[INPUT DATA]

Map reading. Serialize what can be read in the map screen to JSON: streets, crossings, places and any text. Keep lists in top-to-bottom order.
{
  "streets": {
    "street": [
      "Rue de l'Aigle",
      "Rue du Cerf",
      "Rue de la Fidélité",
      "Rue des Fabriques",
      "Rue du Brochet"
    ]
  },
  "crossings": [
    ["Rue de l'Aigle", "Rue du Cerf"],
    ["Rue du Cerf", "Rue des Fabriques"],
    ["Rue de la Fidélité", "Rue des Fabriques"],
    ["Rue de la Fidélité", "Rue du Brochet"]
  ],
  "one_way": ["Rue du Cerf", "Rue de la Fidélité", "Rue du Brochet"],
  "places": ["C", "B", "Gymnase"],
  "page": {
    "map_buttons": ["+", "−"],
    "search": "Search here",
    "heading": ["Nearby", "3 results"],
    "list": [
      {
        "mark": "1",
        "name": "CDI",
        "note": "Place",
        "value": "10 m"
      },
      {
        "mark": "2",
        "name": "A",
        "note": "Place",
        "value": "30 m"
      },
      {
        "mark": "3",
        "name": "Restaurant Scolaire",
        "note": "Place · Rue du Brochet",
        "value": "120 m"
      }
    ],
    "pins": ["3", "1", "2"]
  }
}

[/INPUT DATA]
[INPUT DATA]

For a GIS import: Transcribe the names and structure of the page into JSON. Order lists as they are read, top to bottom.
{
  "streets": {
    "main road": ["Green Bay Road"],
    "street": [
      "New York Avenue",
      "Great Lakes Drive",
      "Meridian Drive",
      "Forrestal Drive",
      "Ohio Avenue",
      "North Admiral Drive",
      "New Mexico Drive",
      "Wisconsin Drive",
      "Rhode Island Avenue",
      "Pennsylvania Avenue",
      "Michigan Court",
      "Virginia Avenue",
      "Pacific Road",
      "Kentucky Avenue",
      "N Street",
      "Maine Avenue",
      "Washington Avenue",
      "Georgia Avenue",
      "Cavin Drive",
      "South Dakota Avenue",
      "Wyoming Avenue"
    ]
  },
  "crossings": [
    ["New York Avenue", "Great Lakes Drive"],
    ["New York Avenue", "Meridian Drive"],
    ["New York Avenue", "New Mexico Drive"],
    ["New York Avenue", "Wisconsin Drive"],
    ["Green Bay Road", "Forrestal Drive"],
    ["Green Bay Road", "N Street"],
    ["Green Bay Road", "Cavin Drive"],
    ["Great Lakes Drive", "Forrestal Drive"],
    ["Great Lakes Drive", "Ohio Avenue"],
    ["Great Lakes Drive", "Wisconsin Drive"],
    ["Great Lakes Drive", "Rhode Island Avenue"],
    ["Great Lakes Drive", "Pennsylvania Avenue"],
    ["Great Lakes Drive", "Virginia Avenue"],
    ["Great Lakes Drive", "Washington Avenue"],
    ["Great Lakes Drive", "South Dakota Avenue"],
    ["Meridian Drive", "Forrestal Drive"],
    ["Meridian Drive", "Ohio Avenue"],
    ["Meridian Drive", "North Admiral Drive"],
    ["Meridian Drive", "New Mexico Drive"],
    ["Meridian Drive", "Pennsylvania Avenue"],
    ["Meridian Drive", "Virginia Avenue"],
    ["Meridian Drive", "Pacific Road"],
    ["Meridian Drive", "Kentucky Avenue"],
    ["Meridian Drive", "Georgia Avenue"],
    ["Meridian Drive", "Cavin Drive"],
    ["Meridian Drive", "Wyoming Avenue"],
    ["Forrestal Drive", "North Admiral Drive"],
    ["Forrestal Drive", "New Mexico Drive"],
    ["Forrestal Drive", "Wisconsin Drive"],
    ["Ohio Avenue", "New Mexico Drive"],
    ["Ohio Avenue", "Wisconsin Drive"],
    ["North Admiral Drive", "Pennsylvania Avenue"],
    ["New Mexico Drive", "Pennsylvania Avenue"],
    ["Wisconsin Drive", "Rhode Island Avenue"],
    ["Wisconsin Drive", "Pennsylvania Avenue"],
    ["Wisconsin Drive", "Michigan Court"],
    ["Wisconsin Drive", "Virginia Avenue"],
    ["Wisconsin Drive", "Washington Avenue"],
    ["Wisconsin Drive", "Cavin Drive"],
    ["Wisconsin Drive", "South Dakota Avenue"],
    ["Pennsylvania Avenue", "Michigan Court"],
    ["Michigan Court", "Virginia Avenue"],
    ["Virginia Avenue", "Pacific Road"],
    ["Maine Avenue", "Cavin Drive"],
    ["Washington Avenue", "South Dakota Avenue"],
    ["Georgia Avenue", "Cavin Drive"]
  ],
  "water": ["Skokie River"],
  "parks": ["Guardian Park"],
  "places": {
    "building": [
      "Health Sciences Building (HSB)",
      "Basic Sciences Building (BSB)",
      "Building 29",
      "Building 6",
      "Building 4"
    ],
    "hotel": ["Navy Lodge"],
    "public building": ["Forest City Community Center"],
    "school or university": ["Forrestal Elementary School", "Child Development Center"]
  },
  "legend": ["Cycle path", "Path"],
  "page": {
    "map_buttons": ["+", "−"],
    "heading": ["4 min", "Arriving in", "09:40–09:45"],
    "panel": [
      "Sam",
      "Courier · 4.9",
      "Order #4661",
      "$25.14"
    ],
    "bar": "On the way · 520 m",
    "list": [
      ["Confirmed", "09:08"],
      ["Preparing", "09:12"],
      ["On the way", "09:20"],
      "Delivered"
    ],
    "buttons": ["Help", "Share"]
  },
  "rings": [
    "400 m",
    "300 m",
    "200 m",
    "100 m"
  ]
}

[/INPUT DATA]

• [WORK REQUIRED] Return, from the data, each line where the string "Admiral" occurs.

• [EXERCISE SOLUTION]
      "North Admiral Drive",
    ["Meridian Drive", "North Admiral Drive"],
    ["Forrestal Drive", "North Admiral Drive"],
    ["North Admiral Drive", "Pennsylvania Avenue"],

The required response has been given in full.